3. An example of a problem would involve the formula for Rate X Time = Distance.
4. If 26 sixth graders took turns running the length of a football field and the results were gathered, the students could examine this data and reach a variety of conclusions.
5. The most important “ah-ha!” for the students to grasp is that, regardless of any individual’s rate and time, the product—100 yards—would be the same as every other student’s distance.
6. Therefore, A = B = C = etc. where each student is represented by a different letter.
7. The data could be graphed and may approximate a normal distribution with 68% being within one standard deviation of the mean, 13.5% two standard deviations above or below, 2.5% three standard…
8. Please keep in mind that this example is intended to merely suggest a starting point. The wiki pages would include more challenging problems with lings to resources such as www.rwlo.org, www.dropload.com, and www.portaportal.com.

Seventh Grade Science
1. Earth and Space Sciences is one of Ohio’s content standards and, as with all other content standards for math, science, language arts, and social studies, it is addressed at most grade levels, although there are grades for which there are no indicators—content to be learned—for a specific standard, such as earth and space sciences.
2. Seventh graders learn about weather, which is a complex subject that requires understanding atmospheric pressure, energy, temperature, moisture, and much more.
3. Students could be taught over a period of two weeks the basics of weather.
4. Some of the initial wiki challenges could be, “Why do you sometimes see your breath in cold weather?” and, “Why do you sometimes see vapor trails high in the sky from jet planes?”
5. The wiki engagement would prompt the students to think deeply about what they have learned and use their new learning to explain the phenomenon they observe in weather, such as thunderstorms, snow, clear skies, etc.
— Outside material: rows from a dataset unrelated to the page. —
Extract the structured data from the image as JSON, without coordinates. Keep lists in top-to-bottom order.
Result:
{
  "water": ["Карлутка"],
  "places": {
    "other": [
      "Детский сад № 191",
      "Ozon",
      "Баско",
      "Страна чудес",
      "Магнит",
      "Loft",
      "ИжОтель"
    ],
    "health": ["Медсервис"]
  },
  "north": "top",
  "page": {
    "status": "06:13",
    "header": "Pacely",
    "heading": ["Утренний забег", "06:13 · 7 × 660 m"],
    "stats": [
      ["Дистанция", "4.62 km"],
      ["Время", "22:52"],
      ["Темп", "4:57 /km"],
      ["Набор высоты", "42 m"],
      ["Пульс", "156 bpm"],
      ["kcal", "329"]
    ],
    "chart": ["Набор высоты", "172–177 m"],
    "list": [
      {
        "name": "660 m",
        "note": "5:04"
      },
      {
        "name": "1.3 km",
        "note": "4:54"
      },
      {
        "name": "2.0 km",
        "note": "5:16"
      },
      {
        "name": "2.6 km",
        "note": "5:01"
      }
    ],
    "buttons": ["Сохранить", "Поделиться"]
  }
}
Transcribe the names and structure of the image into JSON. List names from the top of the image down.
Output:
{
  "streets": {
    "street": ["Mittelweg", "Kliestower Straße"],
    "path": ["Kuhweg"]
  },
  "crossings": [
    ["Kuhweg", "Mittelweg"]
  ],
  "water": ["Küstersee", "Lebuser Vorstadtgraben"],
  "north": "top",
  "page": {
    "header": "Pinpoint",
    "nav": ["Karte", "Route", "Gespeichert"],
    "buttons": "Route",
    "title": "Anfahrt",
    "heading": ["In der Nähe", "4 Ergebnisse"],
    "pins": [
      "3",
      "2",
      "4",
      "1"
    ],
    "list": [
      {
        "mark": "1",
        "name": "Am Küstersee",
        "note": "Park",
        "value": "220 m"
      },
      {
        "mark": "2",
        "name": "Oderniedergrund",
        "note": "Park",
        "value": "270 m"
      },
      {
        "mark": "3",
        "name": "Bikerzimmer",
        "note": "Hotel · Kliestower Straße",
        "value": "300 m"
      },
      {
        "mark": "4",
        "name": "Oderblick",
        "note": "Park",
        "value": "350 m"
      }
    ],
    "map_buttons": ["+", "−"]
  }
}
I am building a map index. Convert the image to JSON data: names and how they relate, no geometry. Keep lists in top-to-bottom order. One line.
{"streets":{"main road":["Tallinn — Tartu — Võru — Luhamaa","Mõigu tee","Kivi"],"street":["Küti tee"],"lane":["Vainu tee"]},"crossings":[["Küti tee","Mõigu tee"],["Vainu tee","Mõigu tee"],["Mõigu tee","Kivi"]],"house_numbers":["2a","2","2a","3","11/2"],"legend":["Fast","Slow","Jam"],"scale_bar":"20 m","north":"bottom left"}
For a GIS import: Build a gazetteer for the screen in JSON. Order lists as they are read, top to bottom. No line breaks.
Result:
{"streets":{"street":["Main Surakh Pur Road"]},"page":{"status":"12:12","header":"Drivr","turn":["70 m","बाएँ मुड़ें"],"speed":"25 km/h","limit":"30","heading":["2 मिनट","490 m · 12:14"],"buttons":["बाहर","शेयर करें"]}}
6. For the “take home final,” students could be presented with a comprehensive weather forecast and asked to interpret it and explain why, for example, a high pressure system is typically associated with fair weather—the high pressure evaporates visible moisture, stores heat energy, is denser, and heavier than a low pressure system, is more massive than a low pressure system, which accounts for the high pressure, and involves air moving clockwise from the center out and moving toward a low pressure system, which rotates counterclockwise and toward the center where air rises and, with reduced pressure and cooler temperatures, changes the phase of the moisture to visible moisture—clouds and precipitation.